As societies age, dependency ratios shrink. Fewer working-age people support more retirees. Social security systems face pressure from Europe to Asia. Healthcare expenditures balloon globally. The human cost includes families watching loved ones decline for years, caregivers burning out, and individuals losing independence.

The chronic disease challenge

Age-related conditions (cardiovascular disease, cancer, diabetes, neurodegeneration, arthritis) are now the leading causes of disability worldwide. Medical interventions focused solely on prolonging life may lead to longer periods of illness if they don't address the underlying aging process.

Some researchers argue that biomedical advances targeting lifespan extension may simultaneously promote healthspan, since delaying the aging process could defer the onset of chronic diseases.

This is the core hypothesis driving the emerging field of healthspan science.
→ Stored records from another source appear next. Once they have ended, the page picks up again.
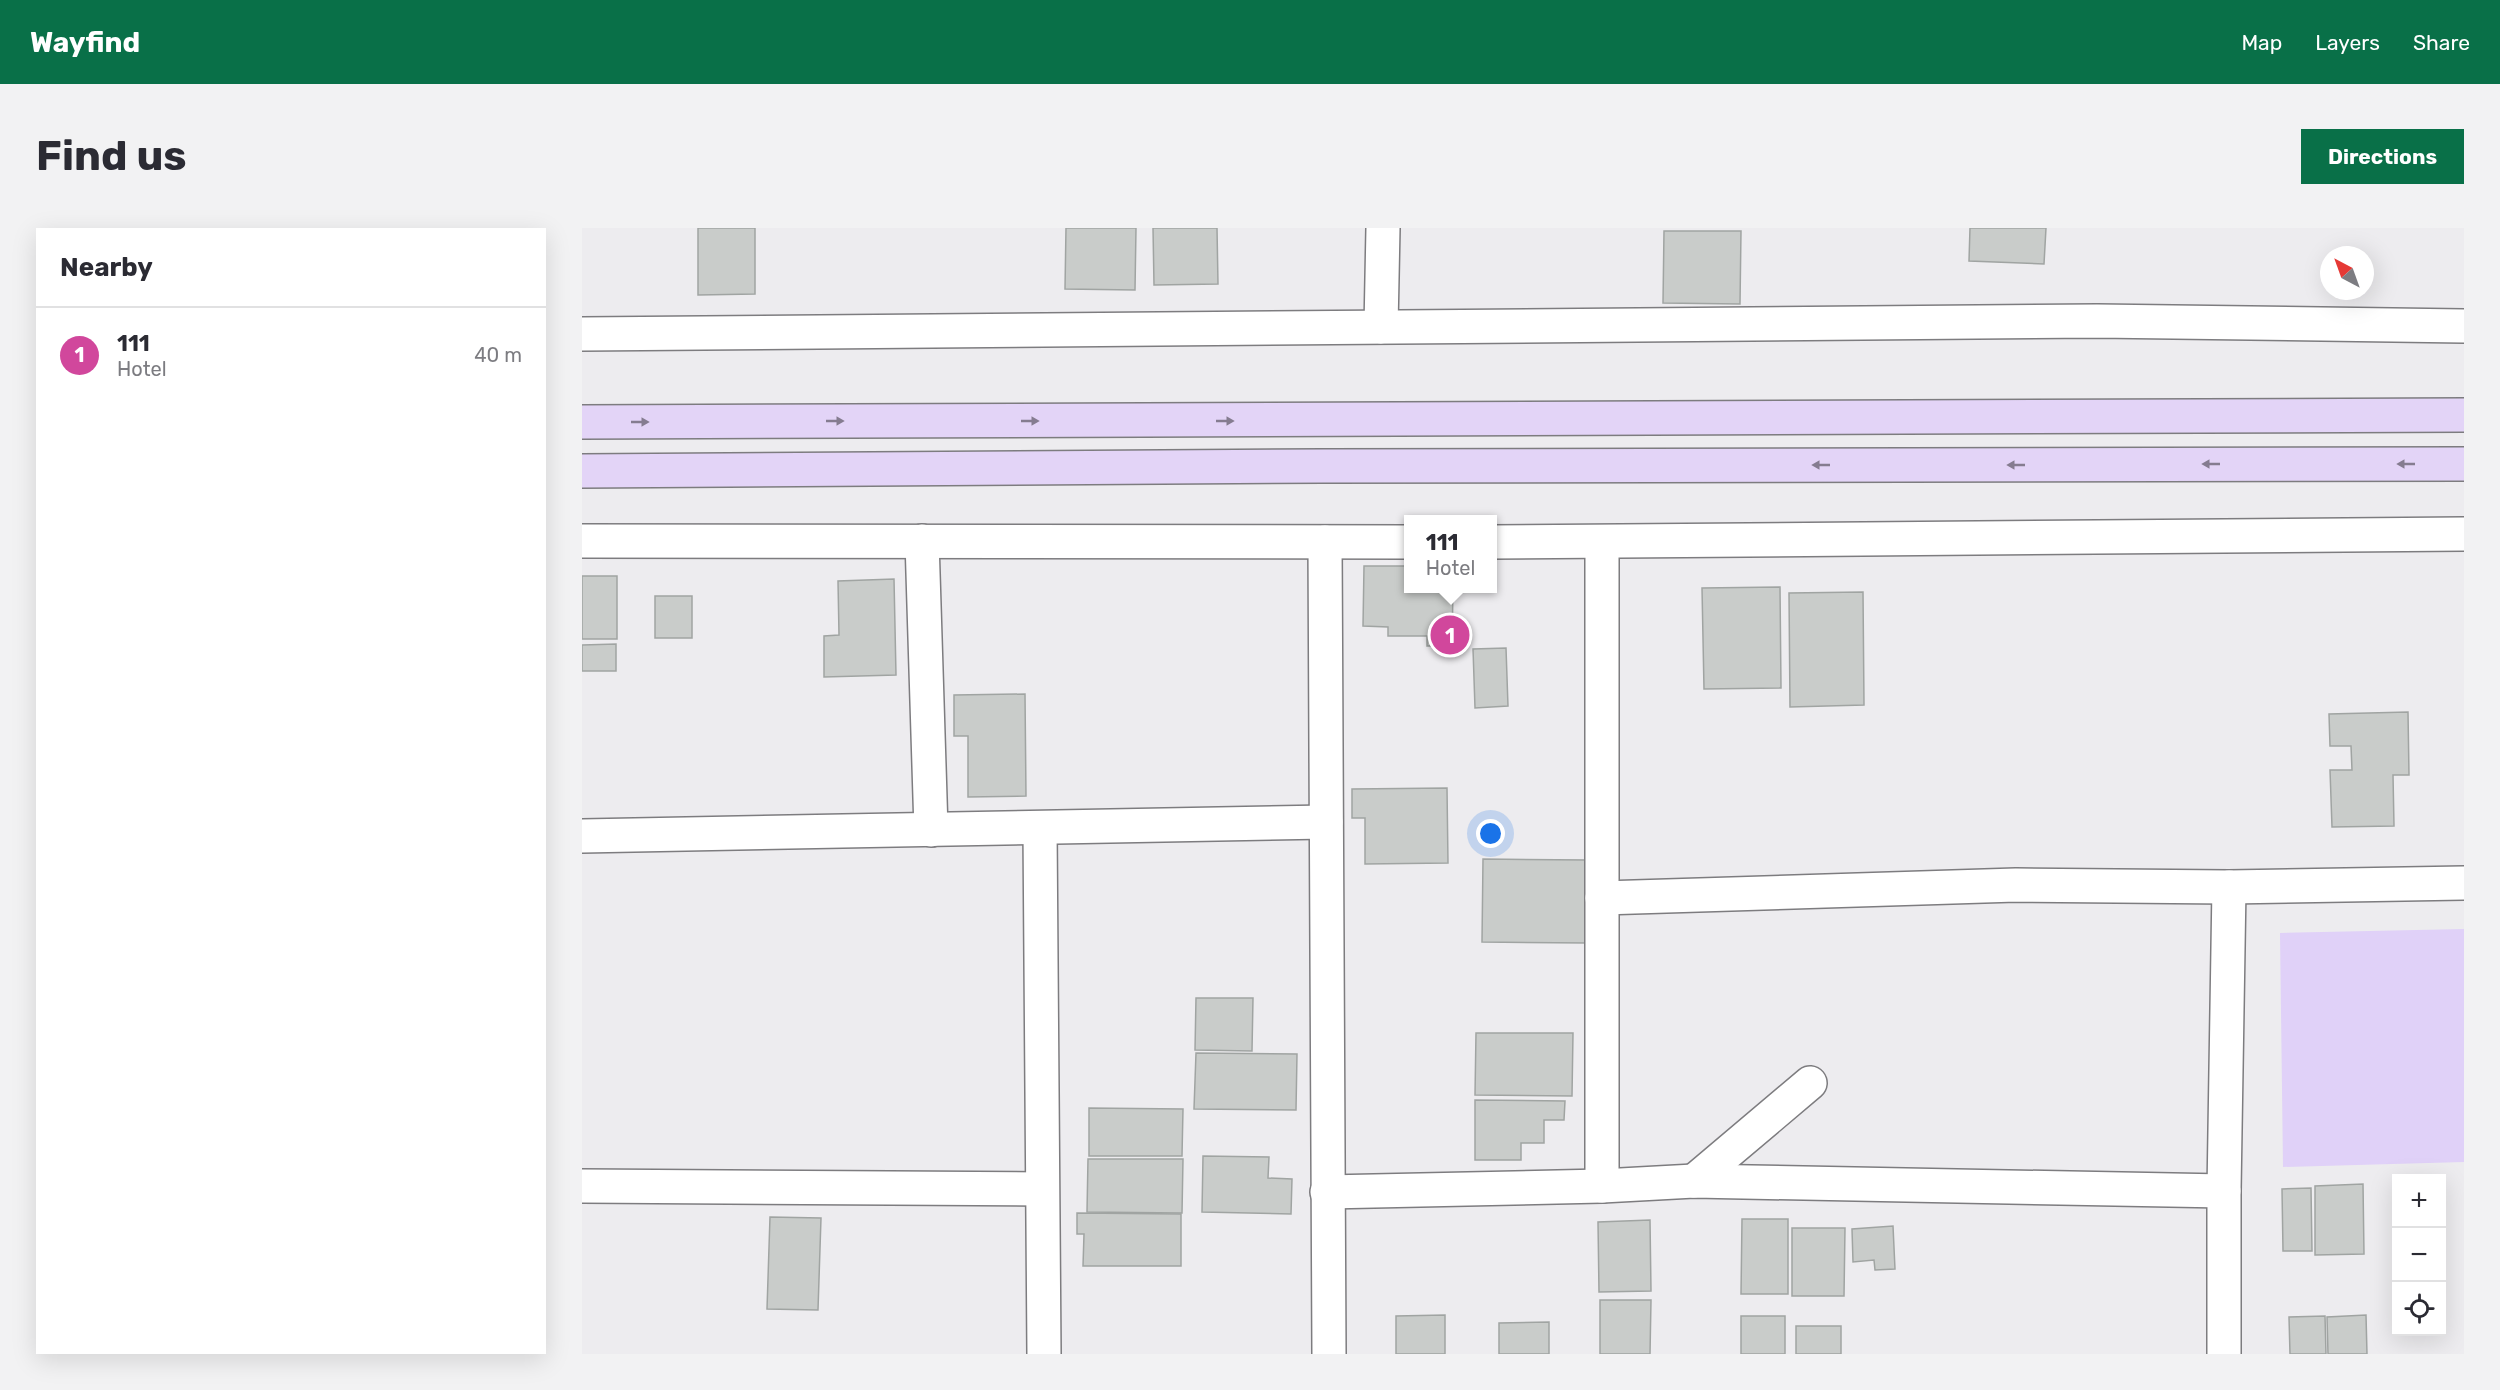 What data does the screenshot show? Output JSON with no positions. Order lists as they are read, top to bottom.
{
  "north": "top left",
  "page": {
    "header": "Wayfind",
    "nav": ["Map", "Layers", "Share"],
    "buttons": "Directions",
    "title": "Find us",
    "heading": "Nearby",
    "list": [
      {
        "mark": "1",
        "name": "111",
        "note": "Hotel",
        "value": "40 m"
      }
    ],
    "popup": ["111", "Hotel"],
    "pins": "1",
    "map_buttons": ["+", "−"]
  }
}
Targeting the biology of aging

Researchers have identified hallmarks of aging: biological processes including genomic instability, cellular senescence, mitochondrial dysfunction, chronic inflammation, and stem cell exhaustion. The hallmarks were first proposed in 2013 with nine mechanisms, then expanded in 2023 to include disabled macroautophagy and other processes.
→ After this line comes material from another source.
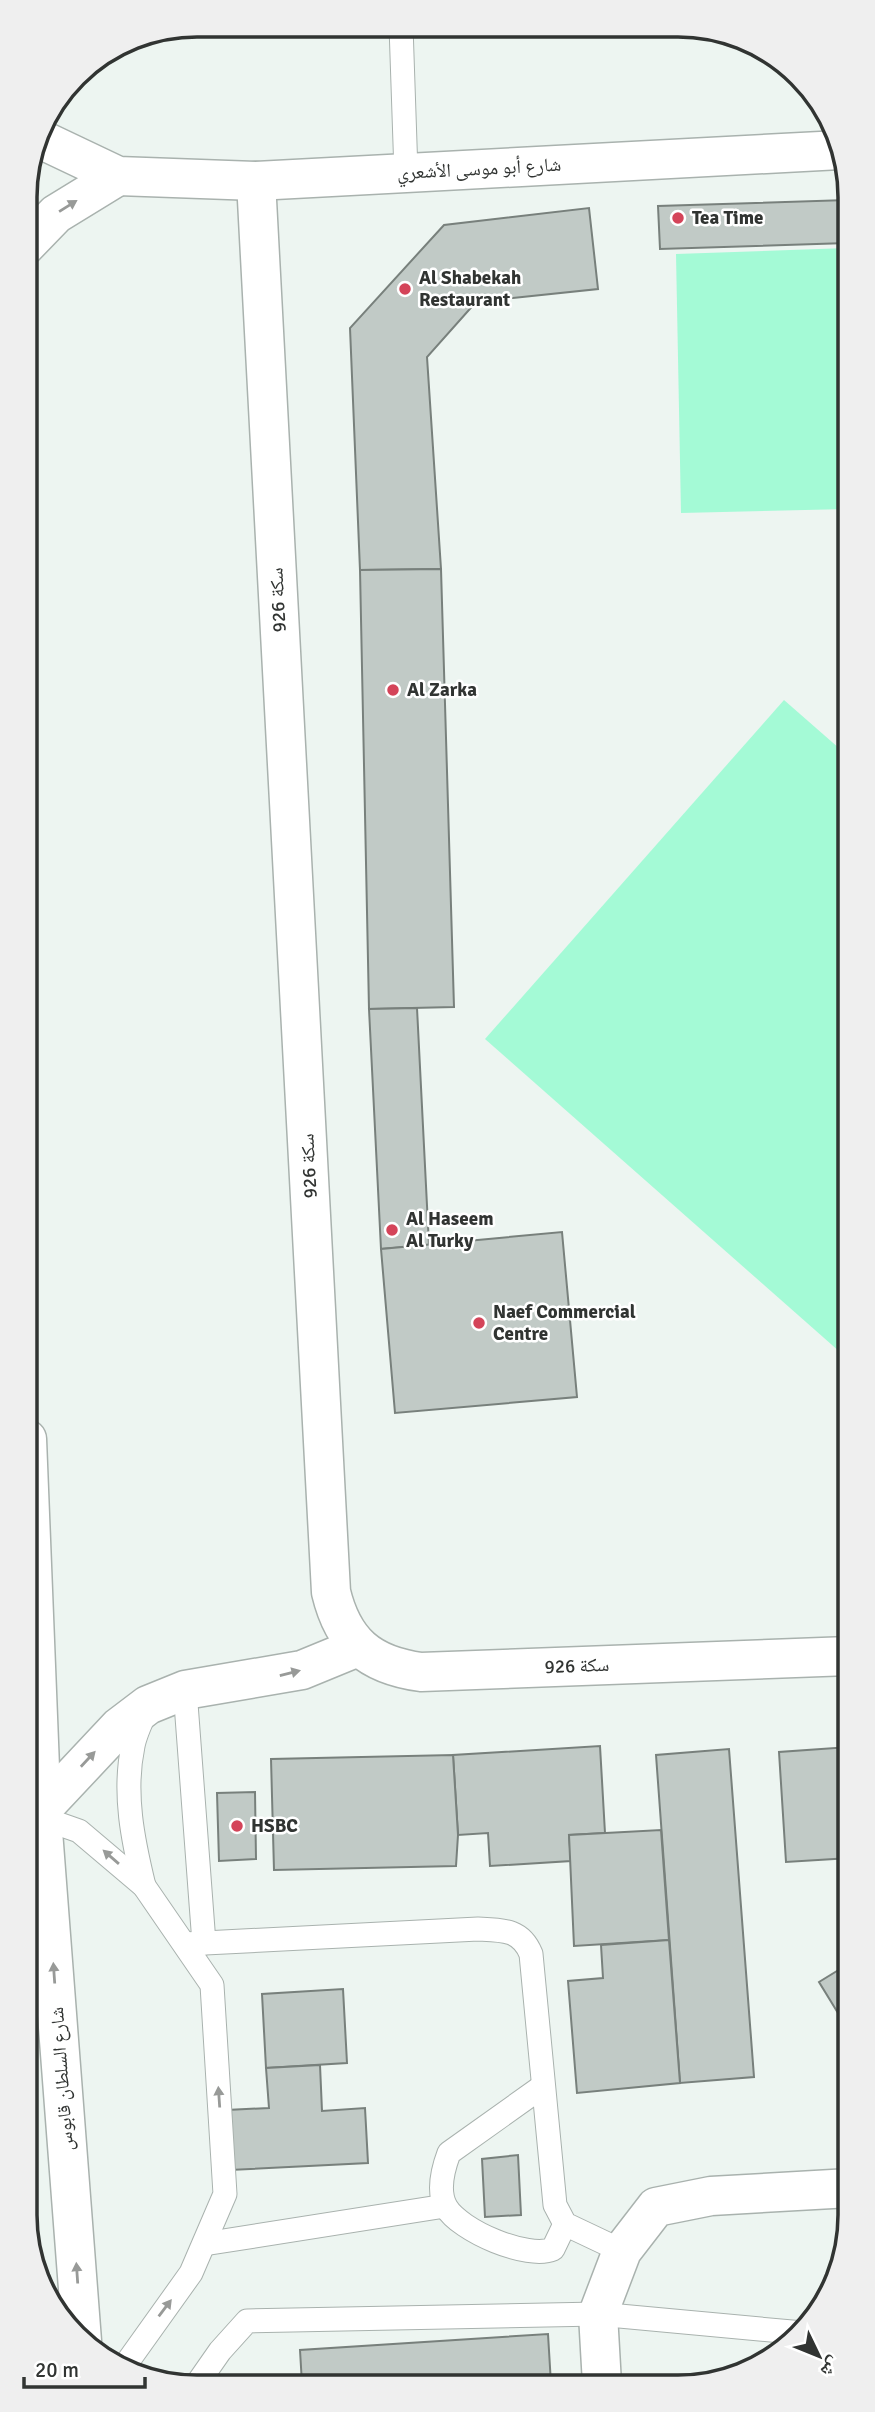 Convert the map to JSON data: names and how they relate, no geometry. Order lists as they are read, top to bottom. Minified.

Several therapeutic strategies show promise:

  • Senolytics eliminate senescent "zombie cells" that secrete harmful inflammatory molecules. Early human trials with dasatinib plus quercetin have shown decreases in senescent cell load, reduced inflammation, and improvements in frailty measures.

  • Metabolic interventions include metformin and rapamycin, which show geroprotective potential by improving mitochondrial function and reducing inflammation.

  • NAD+ boosters are being developed by several companies.

  • Regenerative approaches are being pursued by Altos Labs (San Diego/Cambridge UK), which launched in 2022 with $3 billion in funding to develop cellular rejuvenation therapies. The company is exploring partial cellular reprogramming to restore youthful function without losing cell identity.

Companies to watch

  • BioAge Labs uses AI and longitudinal human data to discover drugs targeting resilience pathways that decline with age. Their lead candidate targets muscle atrophy and metabolic dysfunction.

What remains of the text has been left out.